Lara Bars (snack bar made with dried fruit and nuts)
Sugar snap peas
I don’t always have all of these around, but these are examples of what might be laying around our house.
Use healthy fats when cooking
I embrace fats in general when cooking, especially olive oil, avocado, nuts, seeds, to help make a meal more satisfying and tasty. I also really like dairy fats: cheese, butter, full fat yogurt. There is evidence showing that intake of fats from dairy, especially from yogurt and cheese is not associated with increased heart disease or diabetes risk or death. We also personally don’t have any health conditions that would make it especially risky for us to eat saturated fat.
Benefits of fats
Take longer to digest, and help promote satiety (satisfaction)
Help your body absorb certain vitamins
Important carriers of flavor
Drink mostly water, milk, coffee and tea (unsweetened or lightly sweetened)
These are the drinks I have at home. It doesn’t mean we never have soda or juice or alcohol, but we mostly only buy these if we are hosting guests, or if we are out to dinner or as a special treat
(No pictures because I don’t often take pictures of just glasses of water or milk haha).
Mostly cook and eat at home
This is mainly because of how I grew up and how I ate when I was first on my own and didn’t have lots of money. But it also lets me be in charge of what’s in my food.
Probably more sweets than you expect
We both have sweet tooths (sweet teeth?). We probably have dessert at least half of the nights of the week (more if I’ve baked something). This could be ice cream, a handful of chocolate chips, kettlecorn, or a microwave brownie.

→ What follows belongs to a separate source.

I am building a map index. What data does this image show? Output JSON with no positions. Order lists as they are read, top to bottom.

This is one thing that I am tempted to feel guilty about. But most of the time I don’t, and my husband really helps me be a balanced, reasonable human here. Dessert is something we both enjoy (and often a way to share celebration or just spend time with other people), and the way we eat it does not cause us health problems.
Often a way to spend time with people
I like baking
Sometimes an opportunity to get extra nutrients in: dark chocolate contains iron, kettlecorn is a whole grain, milk-based desserts contain calcium, fruit-based desserts provide extra fruit! Don’t think something is immediately of no value just because it has sugar!

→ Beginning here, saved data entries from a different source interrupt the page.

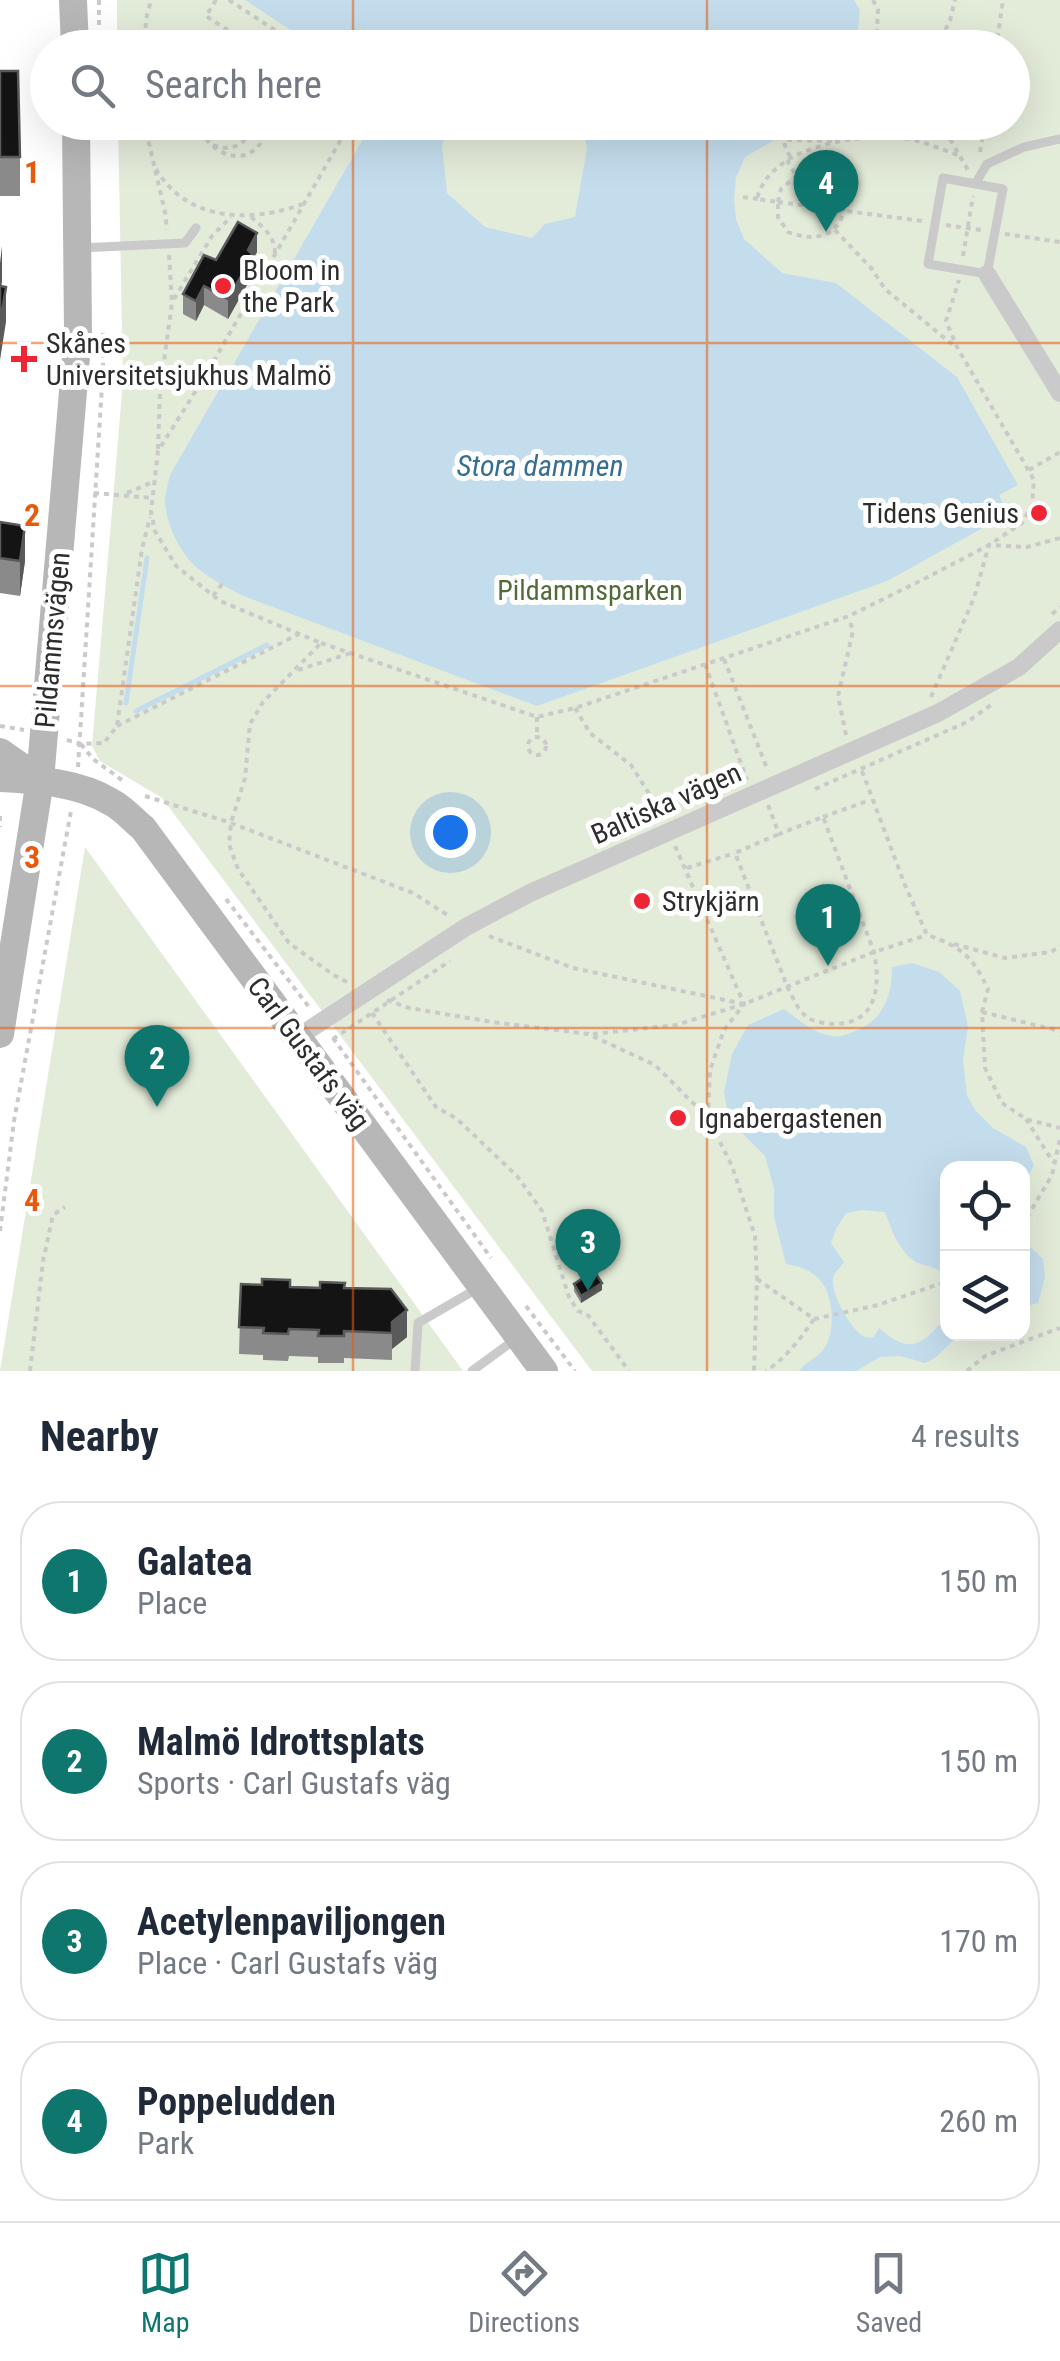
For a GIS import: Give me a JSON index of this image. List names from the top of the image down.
{
  "streets": {
    "main road": ["Pildammsvägen", "Carl Gustafs väg"],
    "street": ["Baltiska vägen"]
  },
  "crossings": [
    ["Pildammsvägen", "Carl Gustafs väg"],
    ["Baltiska vägen", "Carl Gustafs väg"]
  ],
  "water": ["Stora dammen"],
  "parks": ["Pildammsparken"],
  "places": {
    "other": [
      "Bloom in the Park",
      "Tidens Genius",
      "Strykjärn",
      "Ignabergastenen"
    ],
    "health": ["Skånes Universitetsjukhus Malmö"]
  },
  "page": {
    "search": "Search here",
    "pins": [
      "4",
      "1",
      "2",
      "3"
    ],
    "heading": ["Nearby", "4 results"],
    "list": [
      {
        "mark": "1",
        "name": "Galatea",
        "note": "Place",
        "value": "150 m"
      },
      {
        "mark": "2",
        "name": "Malmö Idrottsplats",
        "note": "Sports · Carl Gustafs väg",
        "value": "150 m"
      },
      {
        "mark": "3",
        "name": "Acetylenpaviljongen",
        "note": "Place · Carl Gustafs väg",
        "value": "170 m"
      },
      {
        "mark": "4",
        "name": "Poppeludden",
        "note": "Park",
        "value": "260 m"
      }
    ],
    "nav": ["Map", "Directions", "Saved"]
  },
  "grid": {
    "rows": [
      "1",
      "2",
      "3",
      "4"
    ]
  }
}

Just in cased you missed that excellent GIF in the beginning, these are general descriptions of what I eat. I don’t follow them like strict rules. Sometimes I just don’t have a vegetable or fruit with a meal, or don’t have a protein with a meal. And again, this is not THE RIGHT way to eat. There is no one right way.
If you really want to know what I eat, just follow @nutritionforrealhumans on Instagram, or Facebook. That’s where all of these pictures are from 🙂
If you feel you must take a recommendation away from this post:
Make most of your guidelines and nutrition goals positive or additive
Notice, that most of these guidelines are things I DO, not things I don’t.
There is some evidence that adding foods, or having positive goals (vs. don’t eat that or eat less this) are easier to maintain. Positive goals are awesome. You get to feel accomplished when you do them!